There’s such an emphasis in today’s gospel on little bits. For Philip, small amounts are cause for alarm; they mean that there’s not enough to go around. He worries that two hundred denarii—the equivalent of half a year’s living wage—would buy only enough food for everyone to have a little bit—or, “a morsel” [trans. David Bentley Hart]. What’s the point of spending so much money for so small a dent in people’s hunger?

But the story that follows has so many words that have a different perspective on little-ness. The words for “fish” and “boy” are diminutives in the Greek. (Quick grammar lesson: the word “duckling” is a diminutive of “duck.”) What our translation calls “fish” are sometimes translated as “little fish” [trans. Sarah Ruden], but they’re sort of like “fishlets.” The boy who contributes the loaves and fish isn’t just a boy, but “a little kid” as a different translation has it [Sarah Ruden]. I like to think of him as a “tyke.”

After Jesus gave thanks—or literally, after he “eucharisted”—these small contributions from a small person turn into plenty. Another image of smallness appears in the “fragments (κλάσματα)” that the disciples gather into twelve baskets—one full basket for each of them.

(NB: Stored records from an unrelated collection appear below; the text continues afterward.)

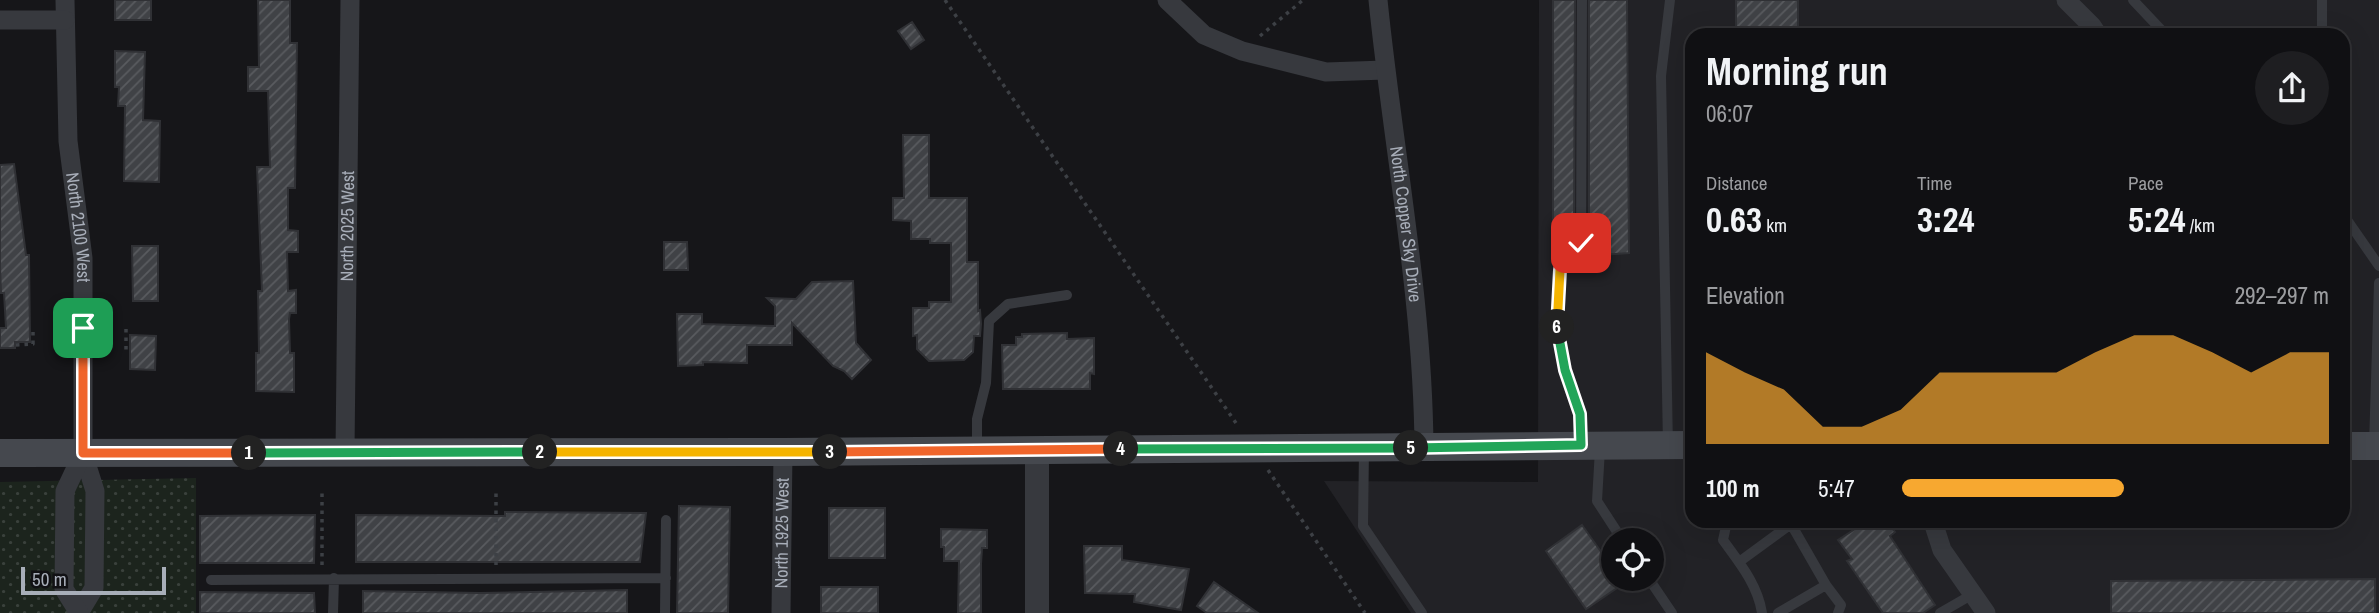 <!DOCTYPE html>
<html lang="en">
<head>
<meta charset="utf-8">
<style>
	body { margin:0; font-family:"Archivo Narrow",sans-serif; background:#1e1e21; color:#f1f3f6; height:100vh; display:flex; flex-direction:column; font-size:26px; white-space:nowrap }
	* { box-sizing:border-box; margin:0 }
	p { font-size:23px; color:#9c9da0 }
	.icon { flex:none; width:38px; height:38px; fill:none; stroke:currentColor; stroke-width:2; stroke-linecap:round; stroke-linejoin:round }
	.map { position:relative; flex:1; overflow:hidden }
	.panel { position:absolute; left:1685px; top:28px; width:665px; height:500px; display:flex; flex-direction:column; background:#101013; border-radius:21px; box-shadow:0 7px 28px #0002,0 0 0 2px #303033 }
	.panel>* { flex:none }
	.controls { position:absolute; left:1601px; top:528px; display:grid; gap:14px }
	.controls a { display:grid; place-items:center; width:63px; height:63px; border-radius:50%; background:#101013; box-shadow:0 7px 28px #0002,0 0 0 2px #303033; font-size:35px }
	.scale { position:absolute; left:21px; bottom:18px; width:145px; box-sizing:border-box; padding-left:7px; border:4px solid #a8aeb9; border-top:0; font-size:19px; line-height:24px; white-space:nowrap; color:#a8aeb9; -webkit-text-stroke:5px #111114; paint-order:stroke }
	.pin { position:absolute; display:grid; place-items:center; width:60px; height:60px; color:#fff; margin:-30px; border-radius:14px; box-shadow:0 4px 10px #0006 }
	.km { position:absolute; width:35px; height:35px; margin:-18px; border-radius:50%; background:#222; color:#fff; font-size:19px; line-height:35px; text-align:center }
	.round { display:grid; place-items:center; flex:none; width:74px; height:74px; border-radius:37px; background:#1e1e21 }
	.summary { display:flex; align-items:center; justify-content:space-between; height:119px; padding:0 21px }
	h1 { font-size:38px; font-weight:800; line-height:52px }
	.stats { display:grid; grid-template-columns:repeat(3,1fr); gap:10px; height:119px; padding:7px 21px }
	.stats div { display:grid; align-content:center }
	.stats b { font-size:35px; font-weight:800 }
	.stats small { font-size:19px; font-weight:400 }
	.stats p { font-size:19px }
	.chart { height:196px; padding:14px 21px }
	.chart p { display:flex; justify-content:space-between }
	.chart svg { width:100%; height:126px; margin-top:7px; fill:#f7a830; opacity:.7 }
	ul { padding:0 21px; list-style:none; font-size:23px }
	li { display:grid; grid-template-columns:112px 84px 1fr; align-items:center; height:52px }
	li i { height:18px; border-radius:9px; background:#f7a830 }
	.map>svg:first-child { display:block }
	.built { fill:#222226; fill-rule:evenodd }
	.grass { fill:url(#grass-dots) }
	.building { fill:url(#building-hatch); stroke:#303135; stroke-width:2 }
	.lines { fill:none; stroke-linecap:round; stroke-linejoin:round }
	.path { stroke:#3d4045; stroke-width:3.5; stroke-dasharray:3.5 5; stroke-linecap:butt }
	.service { stroke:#37393e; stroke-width:10 }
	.minor { stroke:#37393e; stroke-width:19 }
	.tertiary { stroke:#37393e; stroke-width:24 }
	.secondary { stroke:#45484e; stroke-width:28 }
	.split-1-casing { stroke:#fff; stroke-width:14 }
	.split-2-casing { stroke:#fff; stroke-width:14 }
	.split-3-casing { stroke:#fff; stroke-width:14 }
	.split-4-casing { stroke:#fff; stroke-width:14 }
	.split-5-casing { stroke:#fff; stroke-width:14 }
	.split-6-casing { stroke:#fff; stroke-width:14 }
	.split-7-casing { stroke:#fff; stroke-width:14 }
	.split-1 { stroke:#f0652b; stroke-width:9 }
	.split-2 { stroke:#22a559; stroke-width:9 }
	.split-3 { stroke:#f5b400; stroke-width:9 }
	.split-4 { stroke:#f0652b; stroke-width:9 }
	.split-5 { stroke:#22a559; stroke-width:9 }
	.split-6 { stroke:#22a559; stroke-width:9 }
	.split-7 { stroke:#f5b400; stroke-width:9 }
	.labels { text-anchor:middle; stroke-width:5; stroke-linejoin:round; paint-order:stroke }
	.street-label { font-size:18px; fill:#a8aeb9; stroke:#111114 }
</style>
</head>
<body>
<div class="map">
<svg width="2379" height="613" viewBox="0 0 2379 613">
	<defs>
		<pattern id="grass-dots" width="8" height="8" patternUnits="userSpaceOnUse" patternTransform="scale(1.75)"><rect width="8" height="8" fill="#1c241d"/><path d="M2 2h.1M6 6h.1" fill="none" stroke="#3a413c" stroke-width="1.8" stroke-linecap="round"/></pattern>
		<pattern id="building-hatch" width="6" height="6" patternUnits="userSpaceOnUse" patternTransform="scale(1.75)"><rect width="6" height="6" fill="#404246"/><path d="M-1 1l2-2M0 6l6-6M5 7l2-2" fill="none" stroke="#595b5f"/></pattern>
	</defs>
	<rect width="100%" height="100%" fill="#161619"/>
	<path class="built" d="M1539 0H2379V613H1411L1324 481 1538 482ZM1692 35H2343V522H1692ZM1614 541H1652V579H1614Z"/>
	<path class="grass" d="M196 478V613H0V482Z"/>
	<path class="building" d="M115 0H151V20H115Z
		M258 0H290V43H297L295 188H288V230L298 231V252H287L288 291 296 290V313H290L289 319 290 353H294V392L256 391V353H259L258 291H262L257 167H270L268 91H248V67H259Z
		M1553 0H1575L1574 219 1553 220Z
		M1589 0H1627L1629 253 1602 255 1603 218H1589Z
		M1736 0H1798V35H1736Z
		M912 22 924 40 911 49 898 31Z
		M115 51 145 52 143 120 160 121 159 182 124 181 125 106H118L119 87H115Z
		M903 135H929V198H967V262H978V311L980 310 981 324 980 336H974L973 352 964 360 929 361 917 349V335L913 336V308H929V302H951V243H930V239H911V221L893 220V198H904Z
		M14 164 26 255H29L30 342H15V348H0V328H6L4 293H1L0 267V165Z
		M664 242H687L688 270H664Z
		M132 246H158V301H133Z
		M853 281 856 343 871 360 852 379 844 371 833 366 792 323V345H747V363L703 362V365L678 366 677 314H702V324L775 326V306L767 298 796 299 812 282Z
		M1067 333V339L1094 338V374L1090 373V389H1003L1002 345H1016V337H1022V334Z
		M130 335 156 336 155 370 130 369Z
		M679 506 730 507 728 613H677Z
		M829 508H885V558H829Z
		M505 512 646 513 640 562H356V515L505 516Z
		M315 515 314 563H200V516Z
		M1866 522H1888L1895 532 1890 536 1935 605 1923 613H1883L1847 561 1852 559 1838 540Z
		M1582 525 1614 570V579H1620L1623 584 1586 609 1546 551Z
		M941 529 987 530V548H982L981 564V613H958L959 561H944V547H941Z
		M1084 546H1122V560L1189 569 1181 610 1134 602 1135 594 1085 593Z
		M2375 579V613H2111V581Z
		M1214 582 1258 613H1207L1197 606Z
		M821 587H878V613H821Z
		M627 590V613H363V591L480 593Z
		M200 592 314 593 315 613H200Z"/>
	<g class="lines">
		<path class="path" d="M945 0 1238 426
			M1260 36 1303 0
			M126 329V351H128
			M16 345 33 344V330
			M1268 470 1365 613
			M322 565V489
			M496 565V490"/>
		<path class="service" d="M2133 0 2166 35
			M2322 0V35
			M2343 214 2379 266
			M1581 445 1580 414 1565 370 1556 324 1560 270 1581 243 1582 0
			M1668 445 1661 76 1670 0
			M2374 445 2379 283
			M977 446V419L986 383 989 321 1008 304 1067 295
			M1364 449 1363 526 1422 613
			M1600 449 1597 501 1623 541
			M1727 522 1723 540C1739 562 1758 585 1762 613
			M1735 522 1791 524 1826 585 1841 605 1838 613
			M1739 562 1791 524 1799 522
			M1649 579 1672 613
			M211 580 666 578
			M333 613 334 578
			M665 613 666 520
			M1778 613 1826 585
			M1940 613 1973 594"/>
		<g class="minor">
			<path id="s1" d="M65 0 68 141 83 258V453L95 491 94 588 79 613"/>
			<path d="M1167 0 1204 35 1242 51 1326 72 1385 70"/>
			<path id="s2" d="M1378 0C1393 149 1423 298 1424 448"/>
			<path d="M2066 0 2092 26 2098 35"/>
			<path d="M0 20H65"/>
			<path id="s3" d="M345 452 350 0"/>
			<path d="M1933 522 1942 550 1986 613"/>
			<path d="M79 613 64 589 65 491 83 453"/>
			<path id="s4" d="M781 613 783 452"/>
		</g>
		<path class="tertiary" d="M1037 450V613"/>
		<path class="secondary" d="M2343 446H2379
			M0 453 783 452 1692 445"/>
	</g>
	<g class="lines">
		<defs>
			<path id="split-1" d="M83 328V453H249"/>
			<path id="split-2" d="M249 453 540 452"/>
			<path id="split-3" d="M540 452H830"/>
			<path id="split-4" d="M830 452 1121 449"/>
			<path id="split-5" d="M1121 449 1411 448"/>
			<path id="split-6" d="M1411 448 1581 445 1580 414 1565 370 1557 327"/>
			<path id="split-7" d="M1557 327 1560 270 1581 243"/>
		</defs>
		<use href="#split-1" class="split-1-casing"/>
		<use href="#split-2" class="split-2-casing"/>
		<use href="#split-3" class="split-3-casing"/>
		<use href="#split-4" class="split-4-casing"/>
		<use href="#split-5" class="split-5-casing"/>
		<use href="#split-6" class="split-6-casing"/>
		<use href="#split-7" class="split-7-casing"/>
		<use href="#split-1" class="split-1"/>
		<use href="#split-2" class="split-2"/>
		<use href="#split-3" class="split-3"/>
		<use href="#split-4" class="split-4"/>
		<use href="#split-5" class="split-5"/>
		<use href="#split-6" class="split-6"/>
		<use href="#split-7" class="split-7"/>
	</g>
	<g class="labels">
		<g class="street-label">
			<text dy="6" stroke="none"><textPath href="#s2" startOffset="226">North Copper Sky Drive</textPath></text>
			<text dy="6" stroke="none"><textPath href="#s1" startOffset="228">North 2100 West</textPath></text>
			<text dy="6" stroke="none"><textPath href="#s3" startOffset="226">North 2025 West</textPath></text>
			<text dy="6" stroke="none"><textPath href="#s4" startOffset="80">North 1925 West</textPath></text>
		</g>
	</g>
</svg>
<div class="controls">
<a><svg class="icon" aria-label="locate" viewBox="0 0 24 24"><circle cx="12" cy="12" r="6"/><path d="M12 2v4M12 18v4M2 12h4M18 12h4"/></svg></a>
</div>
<div class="scale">50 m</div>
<div class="pin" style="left:83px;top:328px;background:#1e9e55"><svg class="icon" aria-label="arrive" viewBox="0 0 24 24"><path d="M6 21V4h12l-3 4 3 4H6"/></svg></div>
<div class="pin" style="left:1581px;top:243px;background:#d93025"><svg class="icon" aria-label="check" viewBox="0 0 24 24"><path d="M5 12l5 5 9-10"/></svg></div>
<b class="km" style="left:249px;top:453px">1</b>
<b class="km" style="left:540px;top:452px">2</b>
<b class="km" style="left:830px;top:452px">3</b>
<b class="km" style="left:1121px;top:449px">4</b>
<b class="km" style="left:1411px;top:448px">5</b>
<b class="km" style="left:1557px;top:327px">6</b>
<section class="panel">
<div class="summary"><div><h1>Morning run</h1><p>06:07</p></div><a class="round"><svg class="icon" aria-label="share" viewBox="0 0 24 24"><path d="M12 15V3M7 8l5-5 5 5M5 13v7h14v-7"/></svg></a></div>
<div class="stats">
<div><p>Distance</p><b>0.63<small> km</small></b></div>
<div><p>Time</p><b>3:24</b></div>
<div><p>Pace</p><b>5:24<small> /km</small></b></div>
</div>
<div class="chart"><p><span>Elevation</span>292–297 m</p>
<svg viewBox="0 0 160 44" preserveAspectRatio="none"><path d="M0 44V12L10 19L20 25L30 38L40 38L50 32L60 19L70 19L80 19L90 19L100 12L110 6L120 6L130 12L140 19L150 12L160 12V44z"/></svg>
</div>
<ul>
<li><b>100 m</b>5:47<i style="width:52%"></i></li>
</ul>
</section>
</div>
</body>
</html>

An instruction manual for the Eucharist from the second century actually uses this word for “fragment” when it spells out what to say over the Eucharistic bread. The manual calls the bread “the fragment,” rather than “the loaf.” I like to imagine these early Christian communities, who didn’t mass produce wafers or even bake a whole special loaf, but laid aside one portion or fragment of what they had so they could gather around it as Christ’s body. These early Christians must have had a strong sense of the importance and value and potential and holiness of fragments.

In today’s gospel, Jesus himself explains the importance of gathering the fragments from the miraculously multiplied loaves and fish. “Gather up the fragments left over,” he says, “so that nothing may be lost.”

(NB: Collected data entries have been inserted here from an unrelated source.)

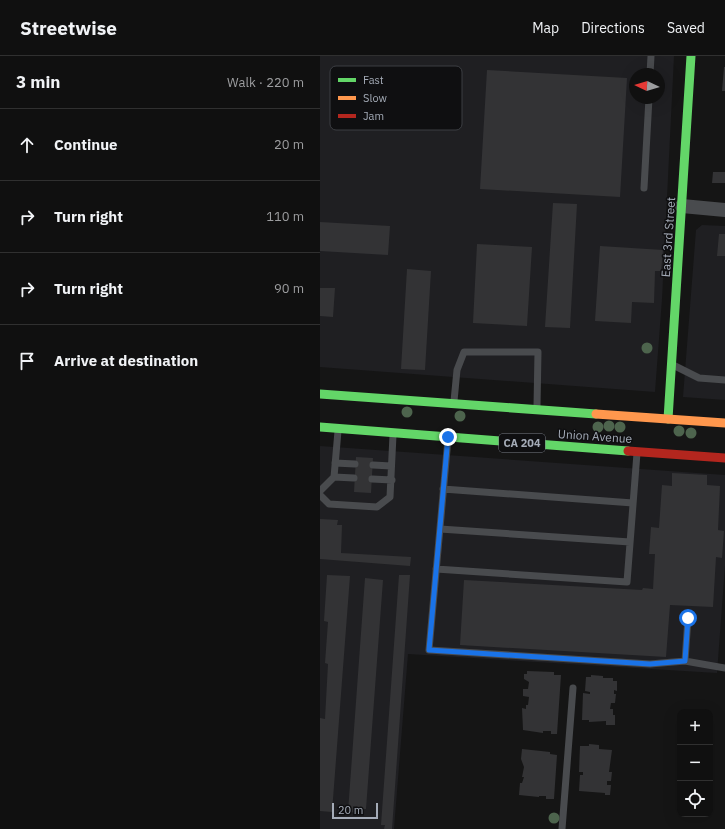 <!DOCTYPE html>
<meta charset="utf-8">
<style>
:root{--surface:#101010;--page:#1e1e1e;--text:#f1f3f6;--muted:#9c9d9f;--line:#303030}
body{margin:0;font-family:"IBM Plex Sans",sans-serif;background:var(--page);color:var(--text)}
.controls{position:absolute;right:12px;bottom:12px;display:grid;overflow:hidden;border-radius:8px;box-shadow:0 4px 16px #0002}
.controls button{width:36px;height:36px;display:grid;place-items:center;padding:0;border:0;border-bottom:1px solid var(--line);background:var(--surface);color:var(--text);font:20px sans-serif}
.compass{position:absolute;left:309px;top:12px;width:36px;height:36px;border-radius:50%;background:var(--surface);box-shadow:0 4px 16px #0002;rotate:274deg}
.scale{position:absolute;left:12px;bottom:10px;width:46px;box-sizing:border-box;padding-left:4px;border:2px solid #a5acb8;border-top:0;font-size:11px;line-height:14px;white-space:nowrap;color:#a5acb8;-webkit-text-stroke:3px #0f0f11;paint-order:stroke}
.stop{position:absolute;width:12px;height:12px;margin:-9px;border:3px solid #1a73e8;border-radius:50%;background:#fff}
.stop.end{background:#1a73e8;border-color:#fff;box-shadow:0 1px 4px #0008}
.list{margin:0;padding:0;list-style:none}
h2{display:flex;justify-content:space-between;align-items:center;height:52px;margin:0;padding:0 16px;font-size:17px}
h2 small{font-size:13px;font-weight:400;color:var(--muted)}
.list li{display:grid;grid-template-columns:26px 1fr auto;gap:12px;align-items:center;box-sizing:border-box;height:72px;padding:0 16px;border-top:1px solid var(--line)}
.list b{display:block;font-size:15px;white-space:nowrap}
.list em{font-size:13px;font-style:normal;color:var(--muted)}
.icon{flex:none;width:22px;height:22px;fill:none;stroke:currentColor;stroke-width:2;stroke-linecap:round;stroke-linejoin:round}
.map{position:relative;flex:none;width:405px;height:773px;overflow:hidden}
header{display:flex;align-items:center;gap:24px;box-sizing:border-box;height:56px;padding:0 20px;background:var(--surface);border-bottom:1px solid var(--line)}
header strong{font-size:19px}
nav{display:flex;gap:22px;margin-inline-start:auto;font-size:14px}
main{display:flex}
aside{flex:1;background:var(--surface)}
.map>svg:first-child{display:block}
</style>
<header>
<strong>Streetwise</strong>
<nav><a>Map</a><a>Directions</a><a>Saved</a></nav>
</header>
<main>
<aside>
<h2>3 min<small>Walk · 220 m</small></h2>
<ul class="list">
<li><svg class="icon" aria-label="ahead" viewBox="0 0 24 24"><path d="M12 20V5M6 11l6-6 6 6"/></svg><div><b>Continue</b></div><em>20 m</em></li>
<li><svg class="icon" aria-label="right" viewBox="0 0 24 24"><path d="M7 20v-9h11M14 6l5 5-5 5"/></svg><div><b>Turn right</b></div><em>110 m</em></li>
<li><svg class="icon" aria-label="right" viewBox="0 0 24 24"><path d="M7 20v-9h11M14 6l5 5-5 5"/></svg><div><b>Turn right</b></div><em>90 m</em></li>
<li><svg class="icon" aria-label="arrive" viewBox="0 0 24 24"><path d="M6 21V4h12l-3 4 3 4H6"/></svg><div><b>Arrive at destination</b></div></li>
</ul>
</aside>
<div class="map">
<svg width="405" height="773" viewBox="0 0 405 773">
<rect width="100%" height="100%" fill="#151515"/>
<path fill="#1f1f22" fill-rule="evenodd" d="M0,0h354l-12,243 -7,93 -335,-25zM315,18h24v24h-24z
M382,169l23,1v174l-42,-3 13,-167z
M0,390l405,29v91l-8,107 -309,-19 -14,175h-74z"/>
<path fill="#333335" d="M404,11h1v24h-3z
M167,14l140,8 -7,119 -140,-8z
M393,116h12v11h-13z
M233,147l24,1 -7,124 -25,-1z
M0,166l70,4 -2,29 -68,-4z
M399,178h6v22h-8z
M157,188l55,3 -5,79 -54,-3z
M280,190l63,4 -2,21h-6l-1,32 -22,-1 -1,21 -36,-2z
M87,213l24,2 -6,99 -24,-1z
M0,232h15l-2,29 -13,-1z
M36,401l17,1 -2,35 -17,-1z
M352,417l35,2v10l13,1 -2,44 6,1 -2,27 -6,-1 -3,50 -43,-2 -4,52 -206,-12 4,-65 178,10 1,-2 10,1 2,-35h-6l2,-27 8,1 3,-43 10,1z
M0,463l18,1 -1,5h5l-1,28 70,4 -1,9 -90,-7z
M7,519l23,1 -18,236 -12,-1v-93l5,1 3,-55 -3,-1 3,-41 -4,-1z
M79,519h11l-18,254h-8l1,-4h-4z
M45,522l18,2 -17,229h-4v4l-14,-1z
M207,615l27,1v3h7l-4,59h-6v-3h-8v2l-20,-3 -1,-22 4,1v-4h2l1,-8 -6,-1v-7h5l1,-7 -5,-3v-5h3z
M271,619l12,1v2h10v3h4v10l-3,-1v4h2l-1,9h-4l-1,6h3v6h2v10h-9v-4l-17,1v-2h-7l1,-27 7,1v-2l-5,-1 1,-14h5z
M269,688l10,1v4l13,1 -3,22h3l-1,9h-4v4h4l-1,10h-5v-2l-26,-2 1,-16h3v-3h-4l1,-26h9z
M202,693l19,2 9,1v2l7,1 -3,44h-8v-3h-7v1l-20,-2 1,-12h2l2,-6h-2l2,-10 -3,-8z"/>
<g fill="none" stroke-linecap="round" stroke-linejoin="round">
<path stroke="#494b4e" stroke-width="7" d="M330,18l1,-18
M324,132l5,-90
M353,309l26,13 26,2
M134,345l3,-31 7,-18h74l-1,54
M128,383l-19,211 221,14 35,-3 40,7
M15,407l20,1
M53,409l18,1
M14,421l20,1
M52,423l20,1
M123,433l190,14
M0,435l14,-14 4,-46
M0,439l9,9 48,3 13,-10 3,-62
M120,473l190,13
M116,513l191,13 10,-129
M365,605l3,-43
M242,773l11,-141"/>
<path stroke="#494b4e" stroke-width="14" d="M362,150l43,4"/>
<path stroke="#63d668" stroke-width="9" d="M0,338l276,20
M348,363l23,-363
M0,371l308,24"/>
<path stroke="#ff974d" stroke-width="9" d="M276,358l129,9"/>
<path stroke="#b3261e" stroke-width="9" d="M308,395l97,7"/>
</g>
<g fill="#4d644d">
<circle cx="327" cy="292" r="5.5"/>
<circle cx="87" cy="356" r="5.5"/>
<circle cx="140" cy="360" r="5.5"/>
<circle cx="289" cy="370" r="5.5"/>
<circle cx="278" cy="371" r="5.5"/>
<circle cx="300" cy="371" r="5.5"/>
<circle cx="359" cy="375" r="5.5"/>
<circle cx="371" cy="377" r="5.5"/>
<circle cx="234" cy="762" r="5.5"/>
</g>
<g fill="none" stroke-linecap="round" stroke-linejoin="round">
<path stroke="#1a73e8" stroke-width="5" d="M128,381l-19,213 221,14 35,-3 3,-43"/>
</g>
<g text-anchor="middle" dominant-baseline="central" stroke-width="3" stroke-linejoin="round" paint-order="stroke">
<rect fill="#0f0f11" stroke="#787d86" stroke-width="1" x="179" y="378" width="46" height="18" rx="3"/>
<g font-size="11" font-weight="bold" fill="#a5acb8">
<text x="202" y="387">CA 204</text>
</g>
<g font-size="12" fill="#a5acb8" stroke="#0f0f11">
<text transform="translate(348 181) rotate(-86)">East 3rd Street</text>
<text transform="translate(275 380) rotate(4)">Union Avenue</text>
</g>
</g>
<rect x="10" y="10" width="132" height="64" rx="6" fill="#0f0f11" stroke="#3c3e43" stroke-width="1"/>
<rect x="18" y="22" width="18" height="4" fill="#63d668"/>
<rect x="18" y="40" width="18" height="4" fill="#ff974d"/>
<rect x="18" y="58" width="18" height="4" fill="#b3261e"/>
<g font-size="11" fill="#a5acb8">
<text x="43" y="28">Fast</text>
<text x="43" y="46">Slow</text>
<text x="43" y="64">Jam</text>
</g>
</svg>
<div class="controls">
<button>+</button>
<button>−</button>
<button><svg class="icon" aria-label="locate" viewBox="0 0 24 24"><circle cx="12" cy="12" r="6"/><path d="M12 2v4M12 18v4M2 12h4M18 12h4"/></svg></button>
</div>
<svg class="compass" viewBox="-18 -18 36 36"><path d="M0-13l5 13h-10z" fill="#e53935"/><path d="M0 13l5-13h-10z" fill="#9c9d9f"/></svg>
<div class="scale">20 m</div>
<div class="stop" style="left:368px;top:562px"></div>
<div class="stop end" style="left:128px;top:381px"></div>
</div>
</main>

These instructions from Jesus suggest that no matter how miraculously abundant our resources, there isn’t enough to waste carelessly. The words “so that nothing may be lost” also foreshadow Jesus’s prayer at the end of his earthly ministry, describing how he guarded and protected the people entrusted to him, so that “not one of them was lost” (John 17:12).

The crumbs matter, because Jesus asked us to gather and care for them after he took, blessed, and broke bread. The crumbs matter, because small contributions are how God closes the gap between the little we have and the vast needs of the world.

And the crumbs matter in a special way today. The crowd of many thousands of people in today’s gospel has come to Jesus for one reason: they’re desperate to know what can be done for the sick. What they find instead is a sign that little children have tremendous value. And they find a reminder that our small actions have exponential effects.